#### [Dataset entries]
+ + + +

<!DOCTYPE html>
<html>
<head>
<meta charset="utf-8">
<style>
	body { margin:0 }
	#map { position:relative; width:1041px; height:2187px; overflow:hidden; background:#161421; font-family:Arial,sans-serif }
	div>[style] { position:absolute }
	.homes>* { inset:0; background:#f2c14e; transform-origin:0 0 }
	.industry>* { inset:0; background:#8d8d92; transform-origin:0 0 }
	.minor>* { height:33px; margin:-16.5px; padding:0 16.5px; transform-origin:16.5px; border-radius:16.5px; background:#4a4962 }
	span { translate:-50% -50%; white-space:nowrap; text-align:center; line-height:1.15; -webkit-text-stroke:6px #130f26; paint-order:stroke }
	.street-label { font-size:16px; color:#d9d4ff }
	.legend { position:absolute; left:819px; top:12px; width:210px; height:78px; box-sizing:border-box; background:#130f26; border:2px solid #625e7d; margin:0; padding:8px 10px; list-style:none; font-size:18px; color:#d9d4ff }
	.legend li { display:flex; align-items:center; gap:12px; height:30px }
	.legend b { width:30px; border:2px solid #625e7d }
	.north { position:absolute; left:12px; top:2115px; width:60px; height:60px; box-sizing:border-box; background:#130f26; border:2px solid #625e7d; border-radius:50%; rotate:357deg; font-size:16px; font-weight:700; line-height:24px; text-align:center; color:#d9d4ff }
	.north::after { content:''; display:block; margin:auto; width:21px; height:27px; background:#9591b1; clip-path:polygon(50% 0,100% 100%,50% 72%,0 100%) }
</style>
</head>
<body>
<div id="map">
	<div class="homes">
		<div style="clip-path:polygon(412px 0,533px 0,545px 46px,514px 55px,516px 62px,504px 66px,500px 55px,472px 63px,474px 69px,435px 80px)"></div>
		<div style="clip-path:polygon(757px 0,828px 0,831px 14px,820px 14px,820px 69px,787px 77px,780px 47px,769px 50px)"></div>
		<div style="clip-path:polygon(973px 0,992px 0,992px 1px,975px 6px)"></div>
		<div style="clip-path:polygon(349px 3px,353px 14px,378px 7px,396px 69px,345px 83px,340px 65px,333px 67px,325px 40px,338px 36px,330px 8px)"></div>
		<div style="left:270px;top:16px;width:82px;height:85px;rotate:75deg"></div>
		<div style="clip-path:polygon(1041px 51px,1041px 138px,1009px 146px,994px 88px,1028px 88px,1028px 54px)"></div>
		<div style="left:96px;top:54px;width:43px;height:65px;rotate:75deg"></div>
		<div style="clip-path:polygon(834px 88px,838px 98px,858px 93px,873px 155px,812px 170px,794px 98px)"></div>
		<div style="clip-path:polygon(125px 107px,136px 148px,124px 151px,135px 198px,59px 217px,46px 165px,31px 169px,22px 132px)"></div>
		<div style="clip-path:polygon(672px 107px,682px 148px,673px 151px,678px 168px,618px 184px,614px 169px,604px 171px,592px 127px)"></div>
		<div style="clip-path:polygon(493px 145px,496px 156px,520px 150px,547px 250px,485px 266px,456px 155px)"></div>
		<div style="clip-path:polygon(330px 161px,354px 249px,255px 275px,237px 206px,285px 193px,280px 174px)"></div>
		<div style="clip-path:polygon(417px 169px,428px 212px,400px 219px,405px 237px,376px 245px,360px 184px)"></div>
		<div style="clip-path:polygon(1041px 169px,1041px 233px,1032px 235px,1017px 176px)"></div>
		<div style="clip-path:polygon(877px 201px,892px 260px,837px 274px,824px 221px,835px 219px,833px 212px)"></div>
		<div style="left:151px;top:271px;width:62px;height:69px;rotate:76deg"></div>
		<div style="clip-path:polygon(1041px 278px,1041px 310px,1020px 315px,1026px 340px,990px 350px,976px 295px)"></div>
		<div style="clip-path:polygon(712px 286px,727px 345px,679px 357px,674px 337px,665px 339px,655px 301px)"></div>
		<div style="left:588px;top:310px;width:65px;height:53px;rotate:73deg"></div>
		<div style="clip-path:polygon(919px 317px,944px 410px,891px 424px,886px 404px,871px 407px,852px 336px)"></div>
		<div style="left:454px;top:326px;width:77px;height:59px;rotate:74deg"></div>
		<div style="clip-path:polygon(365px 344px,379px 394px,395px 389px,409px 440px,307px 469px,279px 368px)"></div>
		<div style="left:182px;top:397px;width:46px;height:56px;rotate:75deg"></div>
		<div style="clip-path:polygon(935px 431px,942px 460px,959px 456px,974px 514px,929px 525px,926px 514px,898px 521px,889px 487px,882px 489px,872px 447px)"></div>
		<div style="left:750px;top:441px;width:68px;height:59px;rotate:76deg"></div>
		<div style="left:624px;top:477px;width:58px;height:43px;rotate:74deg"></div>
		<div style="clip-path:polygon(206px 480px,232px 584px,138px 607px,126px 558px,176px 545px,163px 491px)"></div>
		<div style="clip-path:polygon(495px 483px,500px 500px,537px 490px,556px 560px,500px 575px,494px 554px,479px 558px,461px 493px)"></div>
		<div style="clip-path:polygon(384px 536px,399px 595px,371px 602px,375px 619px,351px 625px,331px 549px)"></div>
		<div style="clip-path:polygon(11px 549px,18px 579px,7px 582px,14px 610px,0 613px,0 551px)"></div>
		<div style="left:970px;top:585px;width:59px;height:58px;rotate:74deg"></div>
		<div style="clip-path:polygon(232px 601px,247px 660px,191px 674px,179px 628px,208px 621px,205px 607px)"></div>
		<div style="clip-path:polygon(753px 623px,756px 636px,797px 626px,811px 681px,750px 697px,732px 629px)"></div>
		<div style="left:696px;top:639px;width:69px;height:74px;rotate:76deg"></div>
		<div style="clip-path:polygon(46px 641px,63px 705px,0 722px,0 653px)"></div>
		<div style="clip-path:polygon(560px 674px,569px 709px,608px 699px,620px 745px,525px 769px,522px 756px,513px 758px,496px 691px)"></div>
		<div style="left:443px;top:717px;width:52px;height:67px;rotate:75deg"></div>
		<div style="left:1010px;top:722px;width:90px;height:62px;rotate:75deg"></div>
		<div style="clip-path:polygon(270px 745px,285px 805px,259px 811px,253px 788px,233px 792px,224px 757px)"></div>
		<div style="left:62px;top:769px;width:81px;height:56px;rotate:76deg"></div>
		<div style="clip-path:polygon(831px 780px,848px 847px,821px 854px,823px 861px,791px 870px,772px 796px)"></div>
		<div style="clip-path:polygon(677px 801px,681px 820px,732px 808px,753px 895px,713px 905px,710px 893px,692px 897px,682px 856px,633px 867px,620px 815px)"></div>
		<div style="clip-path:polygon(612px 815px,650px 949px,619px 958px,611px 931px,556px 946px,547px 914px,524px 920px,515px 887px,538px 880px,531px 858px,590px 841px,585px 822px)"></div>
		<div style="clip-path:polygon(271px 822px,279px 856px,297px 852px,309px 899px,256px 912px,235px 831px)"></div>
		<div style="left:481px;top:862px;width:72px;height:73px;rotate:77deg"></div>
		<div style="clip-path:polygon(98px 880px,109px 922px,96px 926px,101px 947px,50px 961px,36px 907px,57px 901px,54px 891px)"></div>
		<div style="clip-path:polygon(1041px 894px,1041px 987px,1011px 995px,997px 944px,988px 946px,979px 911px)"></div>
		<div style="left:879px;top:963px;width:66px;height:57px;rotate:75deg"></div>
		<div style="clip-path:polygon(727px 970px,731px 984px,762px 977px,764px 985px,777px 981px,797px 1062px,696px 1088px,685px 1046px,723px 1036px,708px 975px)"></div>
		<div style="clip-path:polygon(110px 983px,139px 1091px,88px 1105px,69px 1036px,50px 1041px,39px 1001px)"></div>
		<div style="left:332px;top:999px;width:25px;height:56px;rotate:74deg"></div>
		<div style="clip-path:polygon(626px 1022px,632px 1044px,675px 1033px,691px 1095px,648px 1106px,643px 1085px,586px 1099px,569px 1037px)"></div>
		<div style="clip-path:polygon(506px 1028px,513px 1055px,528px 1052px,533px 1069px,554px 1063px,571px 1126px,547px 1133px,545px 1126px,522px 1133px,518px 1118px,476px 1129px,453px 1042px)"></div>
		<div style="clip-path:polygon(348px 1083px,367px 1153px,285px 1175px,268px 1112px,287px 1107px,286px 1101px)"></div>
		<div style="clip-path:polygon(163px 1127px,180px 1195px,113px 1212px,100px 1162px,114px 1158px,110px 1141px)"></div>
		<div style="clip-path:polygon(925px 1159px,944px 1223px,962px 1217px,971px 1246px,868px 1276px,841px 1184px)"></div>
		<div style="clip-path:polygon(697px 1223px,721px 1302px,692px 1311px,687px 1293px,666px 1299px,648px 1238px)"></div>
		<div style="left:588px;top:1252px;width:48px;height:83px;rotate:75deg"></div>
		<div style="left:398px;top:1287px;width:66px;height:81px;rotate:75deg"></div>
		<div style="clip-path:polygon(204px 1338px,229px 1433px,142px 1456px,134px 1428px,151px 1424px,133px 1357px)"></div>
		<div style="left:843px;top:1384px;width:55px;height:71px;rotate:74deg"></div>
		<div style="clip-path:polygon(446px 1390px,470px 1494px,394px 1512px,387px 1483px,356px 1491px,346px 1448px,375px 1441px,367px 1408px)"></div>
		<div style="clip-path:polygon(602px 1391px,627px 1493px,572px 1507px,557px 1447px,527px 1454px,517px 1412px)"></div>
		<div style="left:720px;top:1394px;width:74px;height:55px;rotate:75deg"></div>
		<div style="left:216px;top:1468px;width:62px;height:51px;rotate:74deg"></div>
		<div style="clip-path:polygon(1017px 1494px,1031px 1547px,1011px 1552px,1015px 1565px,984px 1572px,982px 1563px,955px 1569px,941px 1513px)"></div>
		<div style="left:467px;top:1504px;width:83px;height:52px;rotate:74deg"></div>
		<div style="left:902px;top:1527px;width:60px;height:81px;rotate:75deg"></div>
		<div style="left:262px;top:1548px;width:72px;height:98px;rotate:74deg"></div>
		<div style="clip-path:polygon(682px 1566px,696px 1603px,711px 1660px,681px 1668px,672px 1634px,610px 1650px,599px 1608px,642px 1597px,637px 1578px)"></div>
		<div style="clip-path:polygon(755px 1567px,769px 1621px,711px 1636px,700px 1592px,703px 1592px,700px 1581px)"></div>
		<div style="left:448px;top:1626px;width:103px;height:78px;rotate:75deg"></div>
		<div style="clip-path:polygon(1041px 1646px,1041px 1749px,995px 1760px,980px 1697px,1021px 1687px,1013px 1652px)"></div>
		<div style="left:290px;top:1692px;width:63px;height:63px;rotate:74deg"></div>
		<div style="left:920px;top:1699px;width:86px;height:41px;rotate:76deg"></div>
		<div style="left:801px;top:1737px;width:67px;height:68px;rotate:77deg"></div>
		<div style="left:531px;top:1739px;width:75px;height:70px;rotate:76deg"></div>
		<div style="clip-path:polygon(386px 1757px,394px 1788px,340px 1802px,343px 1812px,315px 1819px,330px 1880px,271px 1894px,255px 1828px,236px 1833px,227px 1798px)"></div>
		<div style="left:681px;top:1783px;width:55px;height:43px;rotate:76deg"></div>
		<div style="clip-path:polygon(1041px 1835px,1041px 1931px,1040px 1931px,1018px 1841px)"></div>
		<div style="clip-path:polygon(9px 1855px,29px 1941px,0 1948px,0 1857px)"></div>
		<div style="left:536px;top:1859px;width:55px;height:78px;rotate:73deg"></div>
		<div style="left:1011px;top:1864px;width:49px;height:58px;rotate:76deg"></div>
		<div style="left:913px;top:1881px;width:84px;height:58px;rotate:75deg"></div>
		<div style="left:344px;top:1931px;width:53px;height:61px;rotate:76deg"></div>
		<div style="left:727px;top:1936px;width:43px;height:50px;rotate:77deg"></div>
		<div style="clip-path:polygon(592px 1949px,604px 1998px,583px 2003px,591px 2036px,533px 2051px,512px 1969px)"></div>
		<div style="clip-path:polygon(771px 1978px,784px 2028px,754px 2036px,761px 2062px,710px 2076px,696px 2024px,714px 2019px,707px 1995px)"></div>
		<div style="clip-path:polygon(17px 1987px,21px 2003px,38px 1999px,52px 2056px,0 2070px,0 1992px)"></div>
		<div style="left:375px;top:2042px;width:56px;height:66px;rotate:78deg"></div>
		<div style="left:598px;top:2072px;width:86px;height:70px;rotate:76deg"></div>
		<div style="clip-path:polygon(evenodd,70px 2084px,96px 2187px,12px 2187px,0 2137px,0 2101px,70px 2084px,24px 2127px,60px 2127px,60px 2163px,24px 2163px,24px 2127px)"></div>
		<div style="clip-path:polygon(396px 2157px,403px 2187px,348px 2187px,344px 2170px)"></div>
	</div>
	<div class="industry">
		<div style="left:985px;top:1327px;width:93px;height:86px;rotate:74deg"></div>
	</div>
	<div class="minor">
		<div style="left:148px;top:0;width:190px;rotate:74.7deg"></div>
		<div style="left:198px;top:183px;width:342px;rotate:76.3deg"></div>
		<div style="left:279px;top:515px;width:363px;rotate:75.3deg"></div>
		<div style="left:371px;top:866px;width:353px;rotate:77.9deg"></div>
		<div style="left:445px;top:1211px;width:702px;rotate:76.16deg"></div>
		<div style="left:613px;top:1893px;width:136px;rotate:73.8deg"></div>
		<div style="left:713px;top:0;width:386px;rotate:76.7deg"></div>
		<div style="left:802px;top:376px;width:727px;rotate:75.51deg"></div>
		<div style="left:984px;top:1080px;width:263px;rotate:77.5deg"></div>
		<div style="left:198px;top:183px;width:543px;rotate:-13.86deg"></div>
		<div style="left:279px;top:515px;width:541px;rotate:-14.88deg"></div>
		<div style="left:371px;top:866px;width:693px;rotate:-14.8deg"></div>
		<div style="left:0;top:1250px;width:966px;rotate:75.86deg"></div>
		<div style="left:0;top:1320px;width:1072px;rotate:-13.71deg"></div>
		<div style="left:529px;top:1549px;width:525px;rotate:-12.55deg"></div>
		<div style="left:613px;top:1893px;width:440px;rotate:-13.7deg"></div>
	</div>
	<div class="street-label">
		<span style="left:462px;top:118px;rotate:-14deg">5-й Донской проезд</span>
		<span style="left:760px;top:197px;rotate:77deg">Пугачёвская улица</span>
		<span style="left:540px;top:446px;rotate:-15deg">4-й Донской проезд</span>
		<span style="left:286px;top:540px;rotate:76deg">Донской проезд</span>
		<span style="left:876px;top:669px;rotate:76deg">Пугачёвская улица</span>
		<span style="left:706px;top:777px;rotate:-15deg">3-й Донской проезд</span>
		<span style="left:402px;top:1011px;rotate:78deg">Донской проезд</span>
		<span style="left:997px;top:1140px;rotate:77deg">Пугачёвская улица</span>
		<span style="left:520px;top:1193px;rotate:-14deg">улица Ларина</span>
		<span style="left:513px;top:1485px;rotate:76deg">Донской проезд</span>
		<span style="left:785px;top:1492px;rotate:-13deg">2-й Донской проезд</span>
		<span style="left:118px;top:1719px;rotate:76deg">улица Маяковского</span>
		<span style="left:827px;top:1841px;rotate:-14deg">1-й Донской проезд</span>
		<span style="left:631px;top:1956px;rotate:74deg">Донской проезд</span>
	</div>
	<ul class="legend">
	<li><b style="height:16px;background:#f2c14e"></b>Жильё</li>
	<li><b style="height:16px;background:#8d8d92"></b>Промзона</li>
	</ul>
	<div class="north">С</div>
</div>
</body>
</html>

+ + + +

#### [DIRECTIONS]
Repeat the data word for word, starting at its first line and stopping after the line that contains "translate:-50% -50%; white-space:nowrap;".

#### [TASK RESPONSE]
<!DOCTYPE html>
<html>
<head>
<meta charset="utf-8">
<style>
	body { margin:0 }
	#map { position:relative; width:1041px; height:2187px; overflow:hidden; background:#161421; font-family:Arial,sans-serif }
	div>[style] { position:absolute }
	.homes>* { inset:0; background:#f2c14e; transform-origin:0 0 }
	.industry>* { inset:0; background:#8d8d92; transform-origin:0 0 }
	.minor>* { height:33px; margin:-16.5px; padding:0 16.5px; transform-origin:16.5px; border-radius:16.5px; background:#4a4962 }
	span { translate:-50% -50%; white-space:nowrap; text-align:center; line-height:1.15; -webkit-text-stroke:6px #130f26; paint-order:stroke }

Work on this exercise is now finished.